There's a lot more to this long novel, not least its subtlety of structure and its deep understanding of the revolutionary impulse. Characters act selflessly or selfishly, and sometimes good results, and sometimes bad. At key moments one hardly knows who is right, who is wrong, or even whether such categorical alternatives may be appropriate. Nearly everyone in the book betrays the Iron Council in one way or another -- or becomes its martyr. As one highly ambiguous figure asserts: History "is all full. And dripping. With the corpses. Of them who trusted the incorruptible."
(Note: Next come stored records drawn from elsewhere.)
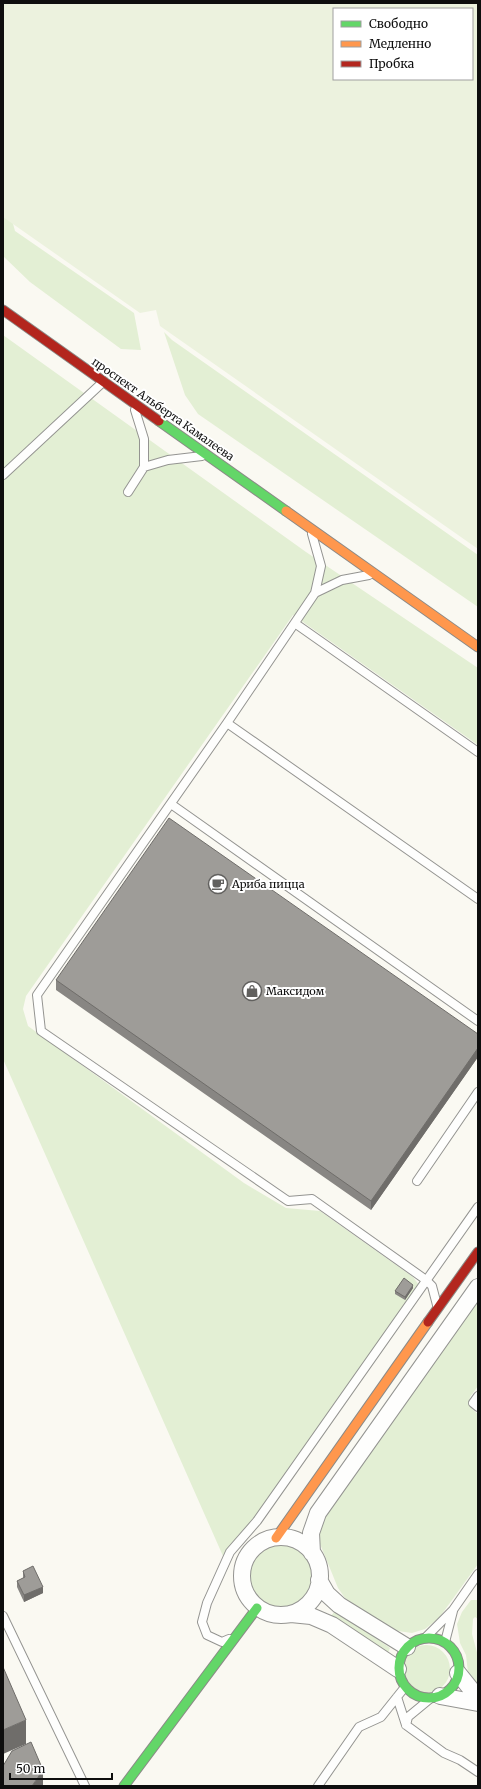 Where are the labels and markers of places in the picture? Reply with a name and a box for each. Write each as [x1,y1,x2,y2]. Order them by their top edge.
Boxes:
cafe icon: Ариба пицца [207,873,229,895]
place label: Ариба пицца [231,877,305,891]
shop icon: Максидом [241,980,263,1002]
place label: Максидом [266,984,325,998]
This, then, is a gripping political novel set in a fantastic other-world. But it is almost equally fantastic in its prose, combining blunt-hammered sentences and sentence fragments with an astonishingly arcane diction. For good or ill, Miéville sometimes sounds as if his vocabulary derives from a dictionary, and he is certainly a writer who would make even Vladimir Nabokov and Alexander Theroux reach for theirs. Gnathic, striae, unguligrade, indurate, ontic, pavonine -- all good words, but indicative of a fearless, even a dandy, stylist. Many descriptive passages achieve a kind of fustian poetry: "People came back who had become gnawed by the radula of impossibly fast vermiform predators." Eventually, one recognizes the strange beauty of Miéville's uncompromising diction, but it may take a little time.
And just as the reader must be willing to glory in Miéville's idiosyncratic English, so too must one rejoice in his zoological and technological inventiveness. Listen to his description of some of the Remade:
"Here a crawling man spiral-shelled in iron and venting smoke. Here a woman working, because there are women among the Remade, a woman become a guttered pillar, her organic parts like afterthoughts. A man -- or is it a woman? -- whose flesh moves with tides, with eructations like an octopus. People with their faces relocated, bodies made of iron and rubber cables, and steam-engine arms, and animal arms, and arms that are body-length pistons on which the Remade walk, their legs replaced with monkey's paws so they reach out from below their own waists."
In his visionary fiction Miéville creates, with god-like fecundity, khepri women with insect heads, the handlinger parasites who take over their hosts and give them supernatural powers, helmets that allow one to pierce the fabric of space, golems made of clay or air or time itself, and haints and stiltspears and borinatch, monks who must lose something of themselves each time they commune with their deity, and, not least, the uncanny Cacotopic Stain, where a rip in the universe has allowed a mutant leakage into our world. In myriad ways, China Miéville's New Crobuzon is an unweeded garden of unearthly delights, and Iron Council a work of both passionate conviction and the highest artistry.